■ **MATERIAL TO PROCESS**:
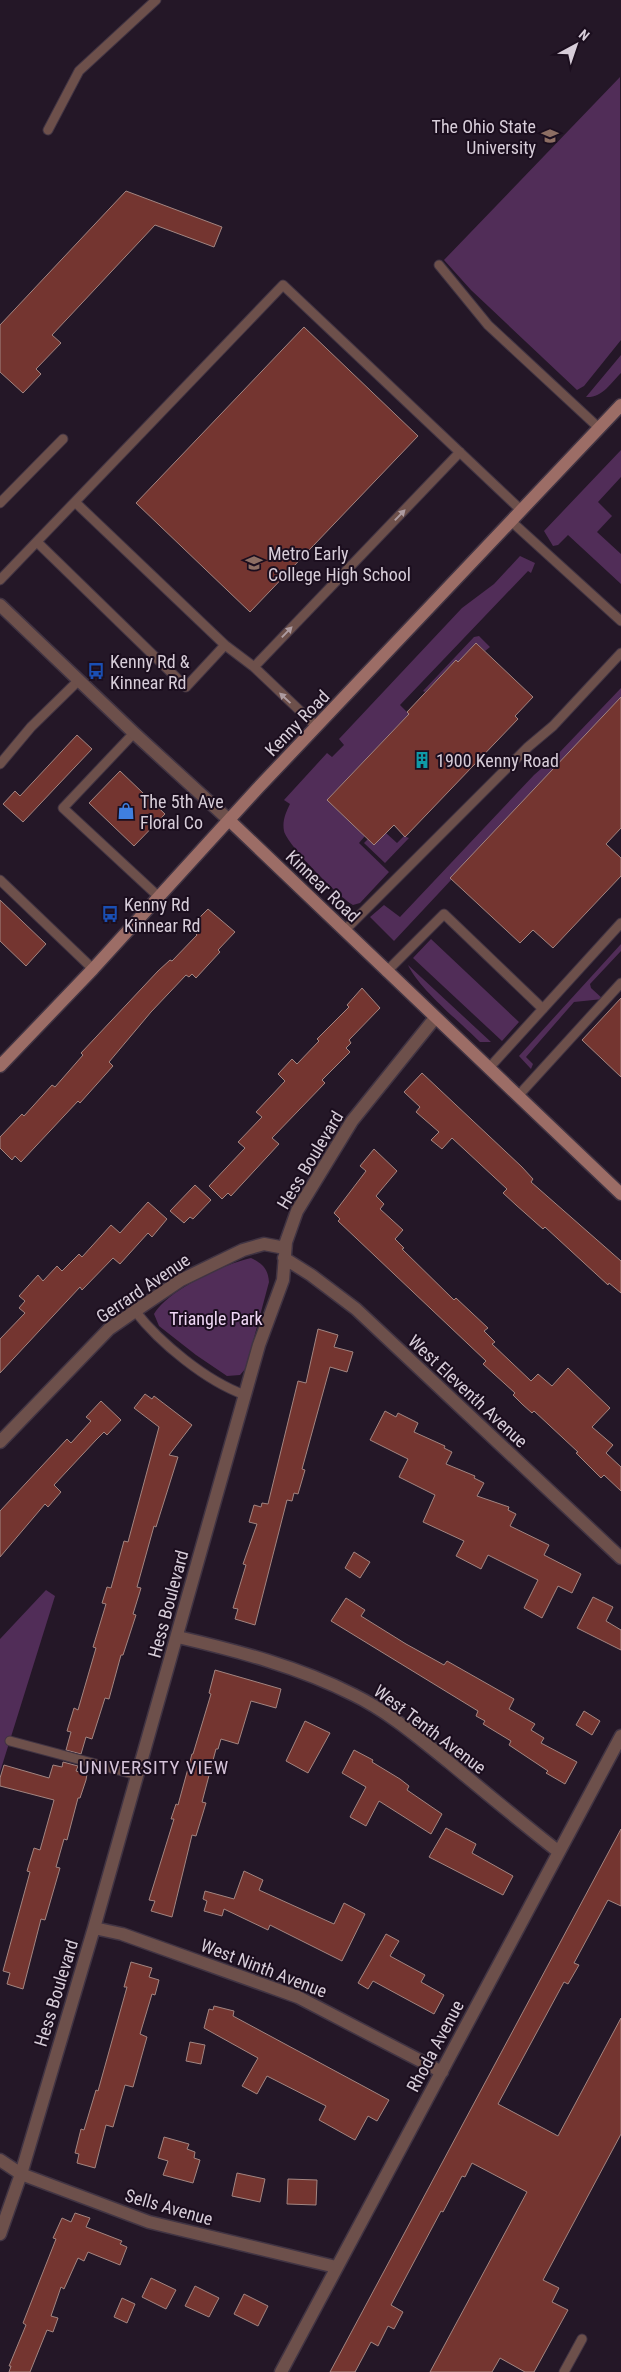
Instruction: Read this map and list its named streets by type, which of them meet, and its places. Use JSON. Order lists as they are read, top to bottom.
{
  "streets": {
    "street": [
      "Kenny Road",
      "Kinnear Road",
      "Hess Boulevard",
      "Gerrard Avenue",
      "West Eleventh Avenue",
      "West Tenth Avenue",
      "West Ninth Avenue",
      "Rhoda Avenue",
      "Sells Avenue"
    ]
  },
  "crossings": [
    ["Kenny Road", "Kinnear Road"],
    ["Kinnear Road", "Hess Boulevard"],
    ["Hess Boulevard", "Gerrard Avenue"],
    ["Hess Boulevard", "West Eleventh Avenue"],
    ["Hess Boulevard", "West Tenth Avenue"],
    ["Hess Boulevard", "West Ninth Avenue"],
    ["Hess Boulevard", "Sells Avenue"],
    ["Gerrard Avenue", "West Eleventh Avenue"],
    ["West Tenth Avenue", "Rhoda Avenue"],
    ["West Ninth Avenue", "Rhoda Avenue"],
    ["Rhoda Avenue", "Sells Avenue"]
  ],
  "districts": ["UNIVERSITY VIEW"],
  "parks": ["Triangle Park"],
  "places": {
    "school or university": ["The Ohio State University", "Metro Early College High School"],
    "bus stop": ["Kenny Rd & Kinnear Rd", "Kenny Rd Kinnear Rd"],
    "building": ["1900 Kenny Road"],
    "shop": ["The 5th Ave Floral Co"]
  },
  "north": "top right"
}
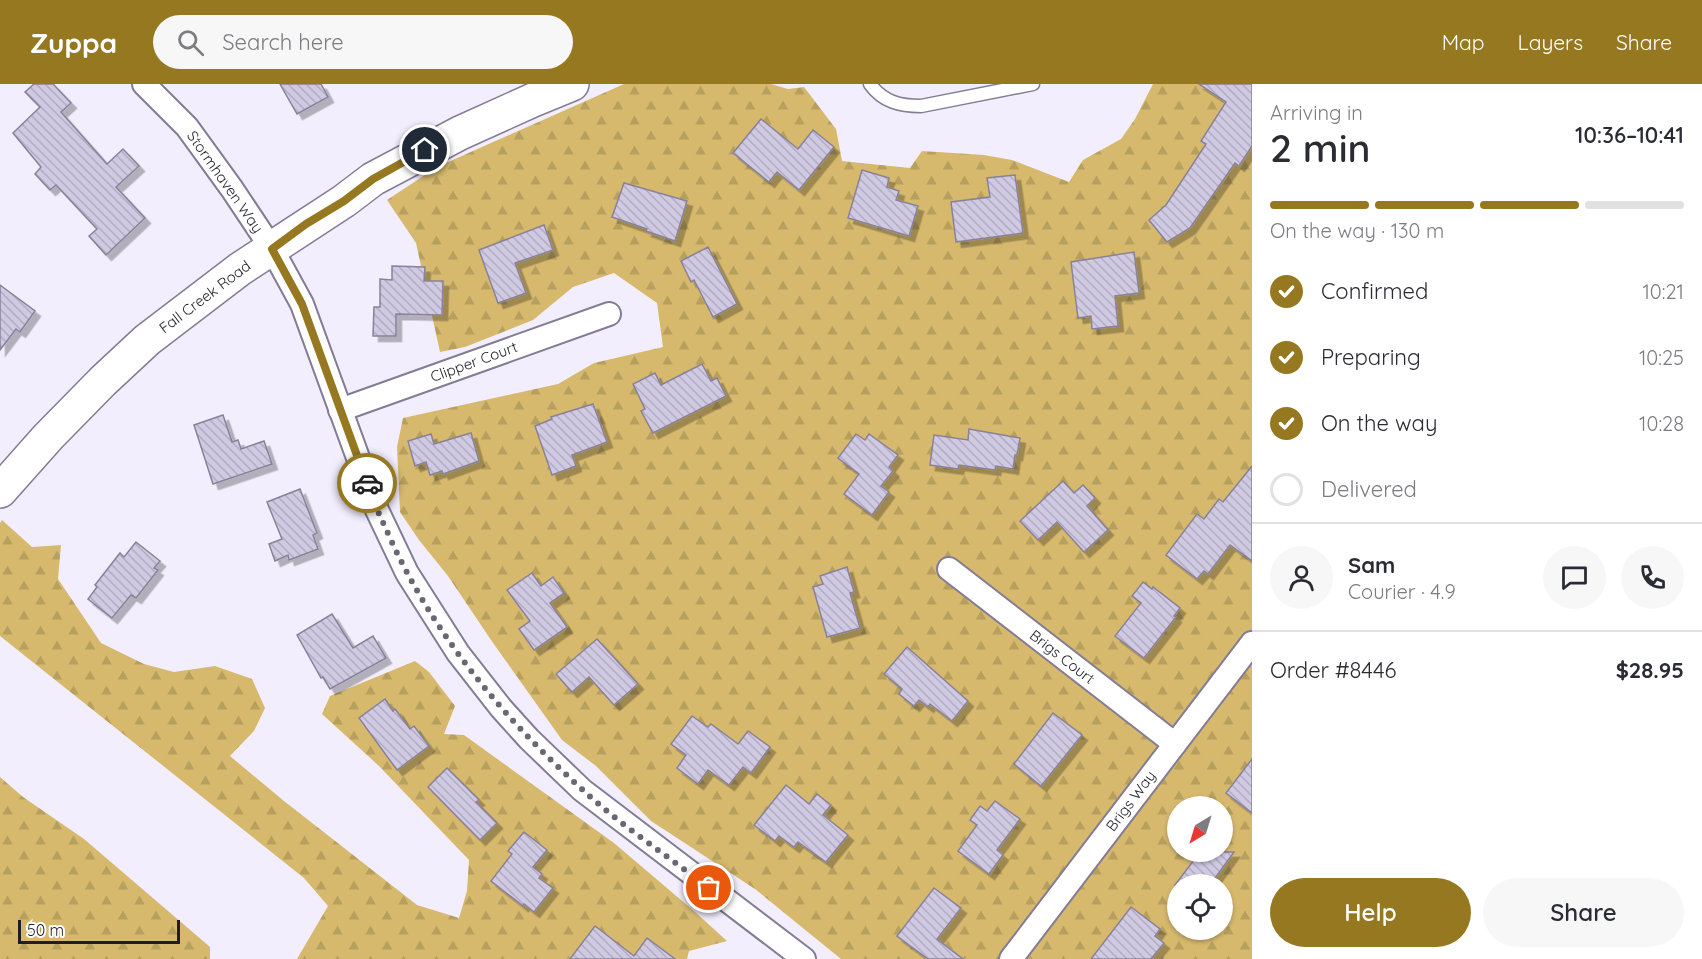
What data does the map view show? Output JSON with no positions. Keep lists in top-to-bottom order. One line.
{"streets":{"main road":["Fall Creek Road"],"street":["Stormhaven Way","Clipper Court","Brigs Court","Brigs Way"]},"crossings":[["Stormhaven Way","Fall Creek Road"],["Stormhaven Way","Clipper Court"],["Brigs Court","Brigs Way"]],"scale_bar":"50 m","north":"bottom left","page":{"header":"Zuppa","search":"Search here","nav":["Map","Layers","Share"],"heading":["2 min","Arriving in","10:36–10:41"],"panel":["Sam","Courier · 4.9","Order #8446","$28.95"],"bar":"On the way · 130 m","list":[["Confirmed","10:21"],["Preparing","10:25"],["On the way","10:28"],"Delivered"],"buttons":["Help","Share"],"scale":"50 m"}}
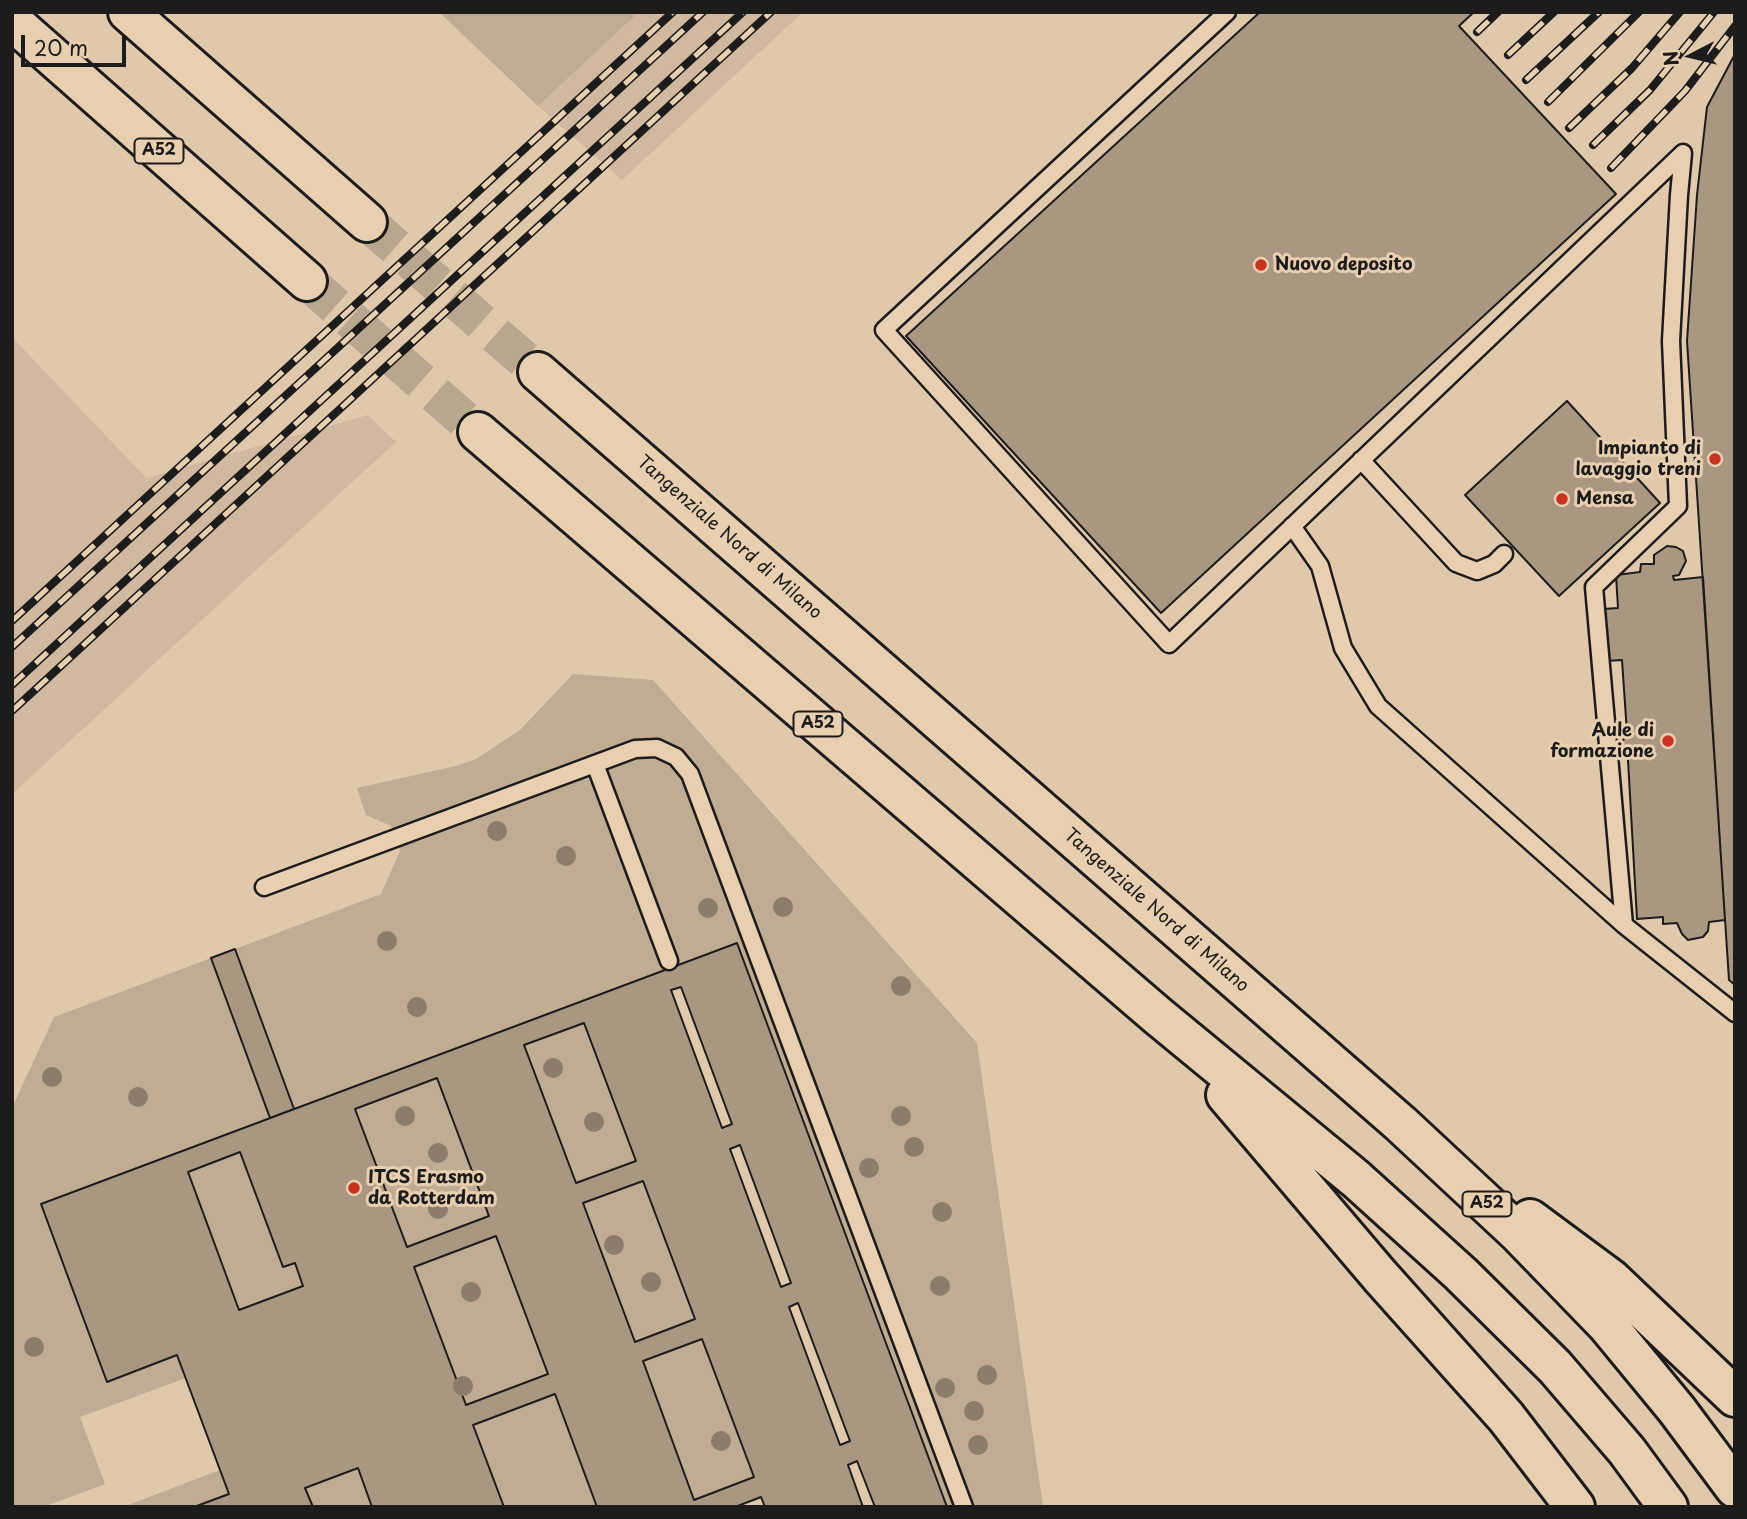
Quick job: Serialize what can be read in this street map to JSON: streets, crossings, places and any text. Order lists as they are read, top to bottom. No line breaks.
{"streets":{"highway":["A52","Tangenziale Nord di Milano"]},"places":["Nuovo deposito","Impianto di lavaggio treni","Mensa","Aule di formazione","ITCS Erasmo da Rotterdam"],"scale_bar":"20 m","north":"left"}
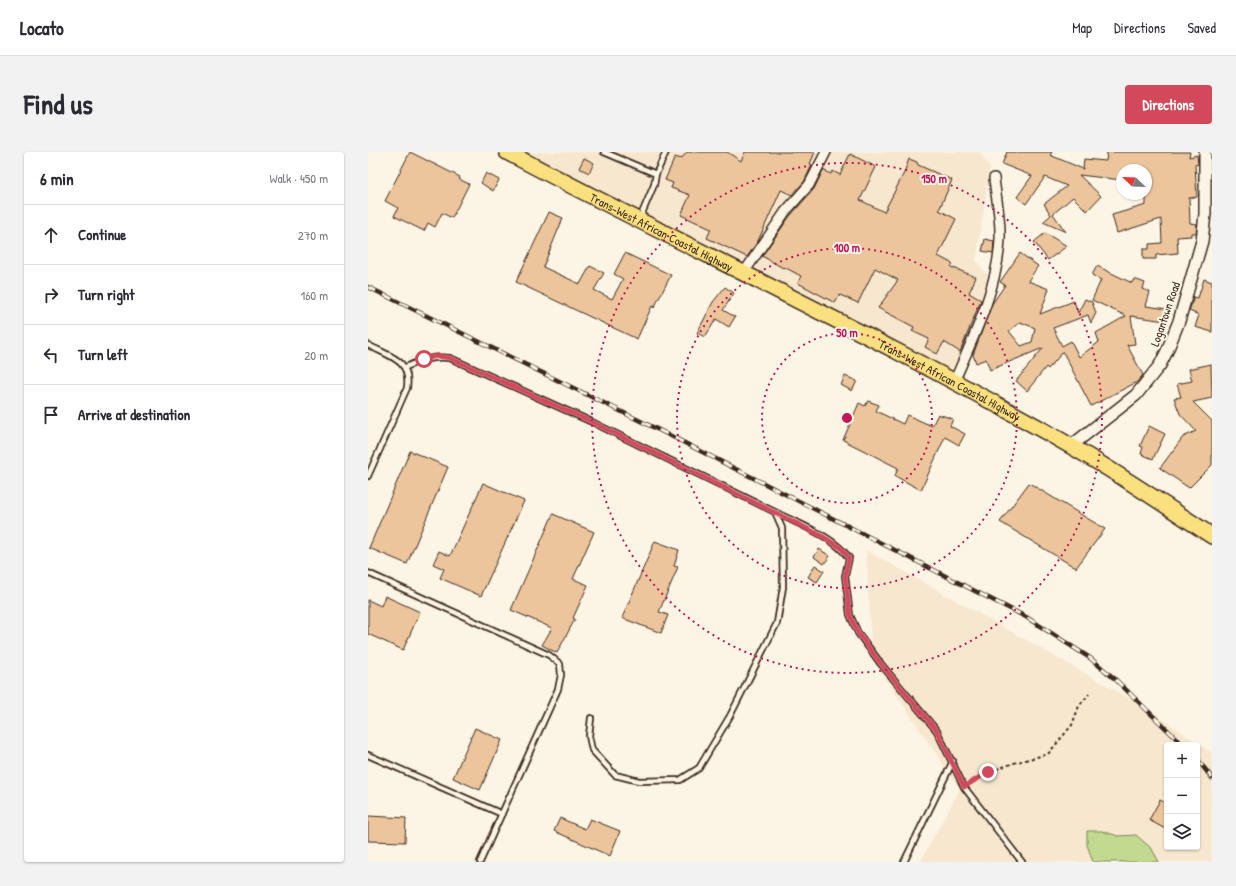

■ **ASSIGNMENT**:
The whole listing above is to be printed again exactly; pictures stay out of it.

■ **SOLUTION FOR THIS EXERCISE**:
Instruction: Read this map and list its named streets by type, which of them meet, and its places. Use JSON. Order lists as they are read, top to bottom.
{
  "streets": {
    "street": [
      "Kenny Road",
      "Kinnear Road",
      "Hess Boulevard",
      "Gerrard Avenue",
      "West Eleventh Avenue",
      "West Tenth Avenue",
      "West Ninth Avenue",
      "Rhoda Avenue",
      "Sells Avenue"
    ]
  },
  "crossings": [
    ["Kenny Road", "Kinnear Road"],
    ["Kinnear Road", "Hess Boulevard"],
    ["Hess Boulevard", "Gerrard Avenue"],
    ["Hess Boulevard", "West Eleventh Avenue"],
    ["Hess Boulevard", "West Tenth Avenue"],
    ["Hess Boulevard", "West Ninth Avenue"],
    ["Hess Boulevard", "Sells Avenue"],
    ["Gerrard Avenue", "West Eleventh Avenue"],
    ["West Tenth Avenue", "Rhoda Avenue"],
    ["West Ninth Avenue", "Rhoda Avenue"],
    ["Rhoda Avenue", "Sells Avenue"]
  ],
  "districts": ["UNIVERSITY VIEW"],
  "parks": ["Triangle Park"],
  "places": {
    "school or university": ["The Ohio State University", "Metro Early College High School"],
    "bus stop": ["Kenny Rd & Kinnear Rd", "Kenny Rd Kinnear Rd"],
    "building": ["1900 Kenny Road"],
    "shop": ["The 5th Ave Floral Co"]
  },
  "north": "top right"
}
What data does the map view show? Output JSON with no positions. Keep lists in top-to-bottom order. One line.
{"streets":{"main road":["Fall Creek Road"],"street":["Stormhaven Way","Clipper Court","Brigs Court","Brigs Way"]},"crossings":[["Stormhaven Way","Fall Creek Road"],["Stormhaven Way","Clipper Court"],["Brigs Court","Brigs Way"]],"scale_bar":"50 m","north":"bottom left","page":{"header":"Zuppa","search":"Search here","nav":["Map","Layers","Share"],"heading":["2 min","Arriving in","10:36–10:41"],"panel":["Sam","Courier · 4.9","Order #8446","$28.95"],"bar":"On the way · 130 m","list":[["Confirmed","10:21"],["Preparing","10:25"],["On the way","10:28"],"Delivered"],"buttons":["Help","Share"],"scale":"50 m"}}
Quick job: Serialize what can be read in this street map to JSON: streets, crossings, places and any text. Order lists as they are read, top to bottom. No line breaks.
{"streets":{"highway":["A52","Tangenziale Nord di Milano"]},"places":["Nuovo deposito","Impianto di lavaggio treni","Mensa","Aule di formazione","ITCS Erasmo da Rotterdam"],"scale_bar":"20 m","north":"left"}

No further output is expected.